We reviewed recent guidelines on the management of heart failure (HF) in patients with diabetes. Major recommendations in European and US society guidelines were scrutinized. First, sodium-glucose co-transporter 2 inhibitors are now recommended treatments for all patients with symptomatic HF (stage C and D; New York Heart Association class II-IV), irrespective of the presence of type 2 diabetes and left ventricular ejection fraction (LVEF). Second, patients with HF and reduced EF (LVEF ≤40%) should have foundational therapies from four drug classes (sodium-glucose co-transporter 2 inhibitor, angiotensin-receptor neprilysin inhibitor, beta-blocker and mineralocorticoid receptor antagonist). Third, patients with HF with mildly reduced (41%-49%) and preserved (≥50%) LVEF may also benefit from angiotensin-receptor neprilysin inhibitor, beta-blocker and mineralocorticoid receptor antagonist therapy, although evidence for these is less robust.
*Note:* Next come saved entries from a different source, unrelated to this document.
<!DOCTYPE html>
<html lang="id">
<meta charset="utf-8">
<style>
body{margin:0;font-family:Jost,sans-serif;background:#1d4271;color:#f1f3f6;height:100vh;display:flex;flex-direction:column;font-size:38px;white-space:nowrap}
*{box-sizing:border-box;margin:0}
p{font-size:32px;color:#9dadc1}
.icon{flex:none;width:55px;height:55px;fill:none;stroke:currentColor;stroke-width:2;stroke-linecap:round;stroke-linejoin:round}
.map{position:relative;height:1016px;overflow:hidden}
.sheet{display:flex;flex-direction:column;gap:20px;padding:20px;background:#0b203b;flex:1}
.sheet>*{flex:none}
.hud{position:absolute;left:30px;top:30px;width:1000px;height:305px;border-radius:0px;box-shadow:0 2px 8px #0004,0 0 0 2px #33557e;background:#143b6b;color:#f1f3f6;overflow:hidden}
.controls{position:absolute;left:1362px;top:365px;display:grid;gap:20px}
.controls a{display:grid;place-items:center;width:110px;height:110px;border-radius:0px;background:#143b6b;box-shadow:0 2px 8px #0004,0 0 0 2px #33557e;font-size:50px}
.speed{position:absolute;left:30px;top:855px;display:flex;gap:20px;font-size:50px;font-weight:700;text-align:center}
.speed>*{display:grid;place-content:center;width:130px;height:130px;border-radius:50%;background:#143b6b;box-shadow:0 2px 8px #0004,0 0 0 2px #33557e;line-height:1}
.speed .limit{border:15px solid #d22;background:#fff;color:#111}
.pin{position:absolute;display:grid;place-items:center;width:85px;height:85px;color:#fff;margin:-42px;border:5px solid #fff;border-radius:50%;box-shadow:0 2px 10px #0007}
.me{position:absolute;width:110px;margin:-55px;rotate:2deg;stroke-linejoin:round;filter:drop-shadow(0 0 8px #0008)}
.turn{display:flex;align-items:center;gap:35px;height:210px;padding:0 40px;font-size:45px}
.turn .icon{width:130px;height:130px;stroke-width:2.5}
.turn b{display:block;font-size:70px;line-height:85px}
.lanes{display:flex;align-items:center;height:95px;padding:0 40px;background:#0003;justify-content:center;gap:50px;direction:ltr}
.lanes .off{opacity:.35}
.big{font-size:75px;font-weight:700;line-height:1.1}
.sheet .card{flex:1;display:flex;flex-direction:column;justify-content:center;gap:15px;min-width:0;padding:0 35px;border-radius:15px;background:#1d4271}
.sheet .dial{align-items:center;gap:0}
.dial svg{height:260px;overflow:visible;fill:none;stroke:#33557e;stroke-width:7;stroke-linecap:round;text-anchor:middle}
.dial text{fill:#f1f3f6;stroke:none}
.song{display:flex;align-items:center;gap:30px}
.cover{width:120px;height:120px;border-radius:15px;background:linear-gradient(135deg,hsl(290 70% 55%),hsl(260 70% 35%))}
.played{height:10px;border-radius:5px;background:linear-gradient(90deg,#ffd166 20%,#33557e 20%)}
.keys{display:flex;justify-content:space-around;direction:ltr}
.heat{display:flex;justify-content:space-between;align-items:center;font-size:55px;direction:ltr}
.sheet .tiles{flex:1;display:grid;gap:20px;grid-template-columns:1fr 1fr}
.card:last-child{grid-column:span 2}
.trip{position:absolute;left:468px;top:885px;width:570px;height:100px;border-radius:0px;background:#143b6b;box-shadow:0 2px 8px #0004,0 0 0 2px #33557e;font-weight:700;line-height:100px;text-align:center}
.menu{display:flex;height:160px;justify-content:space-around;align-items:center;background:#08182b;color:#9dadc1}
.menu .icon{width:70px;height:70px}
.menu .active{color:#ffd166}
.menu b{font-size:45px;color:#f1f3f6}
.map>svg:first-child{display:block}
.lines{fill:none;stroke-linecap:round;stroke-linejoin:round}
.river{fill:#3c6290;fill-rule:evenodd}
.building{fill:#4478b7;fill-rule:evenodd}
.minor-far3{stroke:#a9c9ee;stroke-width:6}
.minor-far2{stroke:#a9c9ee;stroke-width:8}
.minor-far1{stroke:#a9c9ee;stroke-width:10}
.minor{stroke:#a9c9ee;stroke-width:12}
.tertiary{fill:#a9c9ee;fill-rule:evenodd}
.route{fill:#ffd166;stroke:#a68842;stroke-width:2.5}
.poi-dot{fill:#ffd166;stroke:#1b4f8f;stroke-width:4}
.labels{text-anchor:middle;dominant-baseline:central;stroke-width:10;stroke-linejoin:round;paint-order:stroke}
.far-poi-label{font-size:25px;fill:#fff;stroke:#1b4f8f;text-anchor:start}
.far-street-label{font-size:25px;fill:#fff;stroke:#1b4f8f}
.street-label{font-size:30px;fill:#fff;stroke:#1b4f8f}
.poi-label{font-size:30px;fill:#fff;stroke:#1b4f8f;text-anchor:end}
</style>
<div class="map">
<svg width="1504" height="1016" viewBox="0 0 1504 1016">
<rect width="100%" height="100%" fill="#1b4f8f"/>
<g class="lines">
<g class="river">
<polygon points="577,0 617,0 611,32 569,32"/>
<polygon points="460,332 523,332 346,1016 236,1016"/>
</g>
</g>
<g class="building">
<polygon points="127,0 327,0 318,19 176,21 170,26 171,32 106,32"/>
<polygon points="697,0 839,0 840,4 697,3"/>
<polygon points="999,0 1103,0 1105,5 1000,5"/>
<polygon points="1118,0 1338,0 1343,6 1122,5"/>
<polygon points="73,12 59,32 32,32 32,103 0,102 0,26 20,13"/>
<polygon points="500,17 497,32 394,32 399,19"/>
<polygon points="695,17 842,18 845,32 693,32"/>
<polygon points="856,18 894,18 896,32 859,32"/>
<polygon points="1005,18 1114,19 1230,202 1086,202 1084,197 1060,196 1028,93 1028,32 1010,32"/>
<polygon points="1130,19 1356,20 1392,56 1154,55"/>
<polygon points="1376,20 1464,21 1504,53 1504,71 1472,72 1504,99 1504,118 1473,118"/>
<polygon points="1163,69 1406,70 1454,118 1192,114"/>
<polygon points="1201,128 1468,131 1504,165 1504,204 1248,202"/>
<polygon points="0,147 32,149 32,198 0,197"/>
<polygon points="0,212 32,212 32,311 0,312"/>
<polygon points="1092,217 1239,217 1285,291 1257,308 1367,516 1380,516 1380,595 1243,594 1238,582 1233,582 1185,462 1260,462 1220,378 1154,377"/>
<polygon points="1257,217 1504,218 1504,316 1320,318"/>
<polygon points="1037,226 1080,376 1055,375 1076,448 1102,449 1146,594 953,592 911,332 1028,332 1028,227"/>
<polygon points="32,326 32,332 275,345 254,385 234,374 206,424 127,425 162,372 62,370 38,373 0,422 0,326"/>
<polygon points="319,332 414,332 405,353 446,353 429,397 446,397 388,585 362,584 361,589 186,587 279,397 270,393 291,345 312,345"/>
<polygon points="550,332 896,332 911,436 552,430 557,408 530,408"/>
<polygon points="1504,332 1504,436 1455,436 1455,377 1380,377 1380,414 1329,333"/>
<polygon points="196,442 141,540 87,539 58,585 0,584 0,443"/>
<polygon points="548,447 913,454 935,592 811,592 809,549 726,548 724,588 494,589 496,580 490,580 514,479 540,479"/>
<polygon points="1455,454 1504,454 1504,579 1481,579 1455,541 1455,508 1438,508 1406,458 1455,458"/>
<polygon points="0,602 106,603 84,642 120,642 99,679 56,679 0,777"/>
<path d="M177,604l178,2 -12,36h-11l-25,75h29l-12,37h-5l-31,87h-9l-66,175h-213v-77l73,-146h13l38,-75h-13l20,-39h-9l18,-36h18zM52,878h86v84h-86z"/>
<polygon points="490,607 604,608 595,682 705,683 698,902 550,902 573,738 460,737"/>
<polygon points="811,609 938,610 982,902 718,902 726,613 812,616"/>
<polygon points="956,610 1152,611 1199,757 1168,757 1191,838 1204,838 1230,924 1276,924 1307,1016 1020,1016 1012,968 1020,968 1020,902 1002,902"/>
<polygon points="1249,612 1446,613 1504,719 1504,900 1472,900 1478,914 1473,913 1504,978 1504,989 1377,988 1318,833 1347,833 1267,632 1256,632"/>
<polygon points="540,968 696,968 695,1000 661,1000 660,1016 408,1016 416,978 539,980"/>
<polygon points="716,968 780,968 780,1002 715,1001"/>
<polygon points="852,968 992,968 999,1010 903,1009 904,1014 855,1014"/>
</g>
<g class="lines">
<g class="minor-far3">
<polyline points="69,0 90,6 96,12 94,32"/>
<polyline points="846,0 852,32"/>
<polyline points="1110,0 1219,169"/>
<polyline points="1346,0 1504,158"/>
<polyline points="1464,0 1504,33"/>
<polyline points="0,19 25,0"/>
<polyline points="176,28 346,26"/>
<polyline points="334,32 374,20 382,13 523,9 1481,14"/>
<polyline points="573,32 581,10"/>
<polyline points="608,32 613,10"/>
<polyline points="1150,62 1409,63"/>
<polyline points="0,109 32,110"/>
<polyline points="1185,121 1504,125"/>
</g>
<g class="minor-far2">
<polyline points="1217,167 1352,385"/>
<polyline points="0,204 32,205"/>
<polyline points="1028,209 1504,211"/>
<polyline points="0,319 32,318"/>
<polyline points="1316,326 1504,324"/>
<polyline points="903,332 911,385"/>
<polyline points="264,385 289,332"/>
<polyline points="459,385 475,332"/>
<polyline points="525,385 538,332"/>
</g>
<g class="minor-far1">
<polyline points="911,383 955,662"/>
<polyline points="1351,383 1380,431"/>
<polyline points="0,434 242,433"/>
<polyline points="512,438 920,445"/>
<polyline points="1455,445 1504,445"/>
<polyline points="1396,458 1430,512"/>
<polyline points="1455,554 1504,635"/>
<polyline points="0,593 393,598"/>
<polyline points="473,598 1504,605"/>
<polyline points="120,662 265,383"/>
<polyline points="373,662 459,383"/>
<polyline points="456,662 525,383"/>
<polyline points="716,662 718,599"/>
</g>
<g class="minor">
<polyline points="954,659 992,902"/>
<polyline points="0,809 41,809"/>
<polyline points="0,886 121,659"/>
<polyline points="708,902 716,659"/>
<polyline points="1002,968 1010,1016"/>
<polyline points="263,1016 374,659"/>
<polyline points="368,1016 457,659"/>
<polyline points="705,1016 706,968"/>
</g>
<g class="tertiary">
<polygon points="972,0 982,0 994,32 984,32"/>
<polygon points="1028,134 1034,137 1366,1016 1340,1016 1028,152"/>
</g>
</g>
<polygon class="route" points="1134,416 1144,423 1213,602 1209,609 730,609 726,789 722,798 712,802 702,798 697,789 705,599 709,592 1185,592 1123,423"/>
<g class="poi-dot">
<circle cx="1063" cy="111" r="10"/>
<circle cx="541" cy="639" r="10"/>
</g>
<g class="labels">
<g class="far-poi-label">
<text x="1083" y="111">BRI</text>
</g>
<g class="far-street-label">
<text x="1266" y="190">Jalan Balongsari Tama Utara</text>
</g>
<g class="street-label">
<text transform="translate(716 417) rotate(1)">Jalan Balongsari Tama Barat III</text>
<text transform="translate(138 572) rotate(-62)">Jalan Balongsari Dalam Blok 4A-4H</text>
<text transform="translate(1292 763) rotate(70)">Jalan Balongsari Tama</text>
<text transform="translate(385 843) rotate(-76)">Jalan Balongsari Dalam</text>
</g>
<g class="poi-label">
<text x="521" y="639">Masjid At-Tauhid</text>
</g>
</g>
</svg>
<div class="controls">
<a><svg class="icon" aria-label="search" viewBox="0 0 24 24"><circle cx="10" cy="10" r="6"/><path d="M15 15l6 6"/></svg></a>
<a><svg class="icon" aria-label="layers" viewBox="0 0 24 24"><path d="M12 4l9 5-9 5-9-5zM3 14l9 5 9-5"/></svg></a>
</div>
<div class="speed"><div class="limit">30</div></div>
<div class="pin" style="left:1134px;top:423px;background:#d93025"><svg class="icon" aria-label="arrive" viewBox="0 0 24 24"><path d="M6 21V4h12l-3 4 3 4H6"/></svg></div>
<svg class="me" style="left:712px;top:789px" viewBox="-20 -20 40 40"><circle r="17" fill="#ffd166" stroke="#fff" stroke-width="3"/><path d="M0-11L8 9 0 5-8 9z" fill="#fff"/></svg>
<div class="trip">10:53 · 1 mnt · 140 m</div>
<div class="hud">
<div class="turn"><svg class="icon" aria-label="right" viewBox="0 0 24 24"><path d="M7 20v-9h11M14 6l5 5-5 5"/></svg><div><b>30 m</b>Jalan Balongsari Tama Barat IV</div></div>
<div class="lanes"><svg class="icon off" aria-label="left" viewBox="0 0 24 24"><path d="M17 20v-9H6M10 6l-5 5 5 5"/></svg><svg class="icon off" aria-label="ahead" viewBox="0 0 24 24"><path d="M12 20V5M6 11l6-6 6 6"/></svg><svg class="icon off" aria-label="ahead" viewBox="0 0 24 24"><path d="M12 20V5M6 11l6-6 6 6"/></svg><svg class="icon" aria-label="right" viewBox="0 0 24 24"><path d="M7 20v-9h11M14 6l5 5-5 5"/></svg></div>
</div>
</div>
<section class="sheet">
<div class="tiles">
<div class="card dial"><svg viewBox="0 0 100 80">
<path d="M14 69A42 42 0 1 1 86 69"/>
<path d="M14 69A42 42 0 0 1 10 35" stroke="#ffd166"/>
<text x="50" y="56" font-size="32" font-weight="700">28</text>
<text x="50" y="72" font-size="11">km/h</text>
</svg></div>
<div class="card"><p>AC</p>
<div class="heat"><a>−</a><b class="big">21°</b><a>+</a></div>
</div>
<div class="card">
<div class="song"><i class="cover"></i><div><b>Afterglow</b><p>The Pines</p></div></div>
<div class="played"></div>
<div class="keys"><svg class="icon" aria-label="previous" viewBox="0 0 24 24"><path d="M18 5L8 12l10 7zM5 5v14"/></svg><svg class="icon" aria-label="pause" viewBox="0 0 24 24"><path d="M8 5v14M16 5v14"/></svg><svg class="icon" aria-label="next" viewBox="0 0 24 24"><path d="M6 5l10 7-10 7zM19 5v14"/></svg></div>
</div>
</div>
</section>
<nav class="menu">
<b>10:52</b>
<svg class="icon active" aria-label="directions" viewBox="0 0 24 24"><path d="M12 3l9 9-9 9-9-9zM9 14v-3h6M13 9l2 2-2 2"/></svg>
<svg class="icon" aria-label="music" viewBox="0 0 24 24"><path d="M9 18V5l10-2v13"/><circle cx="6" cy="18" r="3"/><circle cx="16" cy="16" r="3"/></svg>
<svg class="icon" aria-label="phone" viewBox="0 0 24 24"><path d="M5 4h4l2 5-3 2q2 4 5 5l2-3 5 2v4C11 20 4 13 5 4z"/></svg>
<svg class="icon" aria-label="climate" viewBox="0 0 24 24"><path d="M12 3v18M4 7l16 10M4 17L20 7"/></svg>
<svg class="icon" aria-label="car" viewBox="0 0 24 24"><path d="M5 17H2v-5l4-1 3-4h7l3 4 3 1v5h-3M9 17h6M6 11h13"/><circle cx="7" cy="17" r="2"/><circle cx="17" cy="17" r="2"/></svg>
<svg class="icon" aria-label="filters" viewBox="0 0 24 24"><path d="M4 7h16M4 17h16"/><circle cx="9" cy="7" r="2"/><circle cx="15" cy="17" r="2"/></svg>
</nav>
Fourth, selected patients should be considered for other therapies such as diuretics (if congestion), anticoagulation (if atrial fibrillation) and cardiac device therapy. Fifth, glucose-lowering therapies such as thiazolidinediones and certain dipeptidyl peptidase-4 inhibitors (such as saxagliptin and alogliptin) should be avoided in patients with HF. Sixth, guidelines recommend enrolment of patients with HF into exercise rehabilitation and multidisciplinary HF management programmes. Particular attention should be paid to important comorbidities such as obesity, alongside pharmacological therapies. As diabetes and obesity are major risk factors for HF, earlier consideration of, and diagnosis of HF, followed by guideline-directed medical therapy can meaningfully improve patients' lives. Diabetes doctors would do well to understand the basics of such guidelines to help improve all aspects of HF diagnosis and care.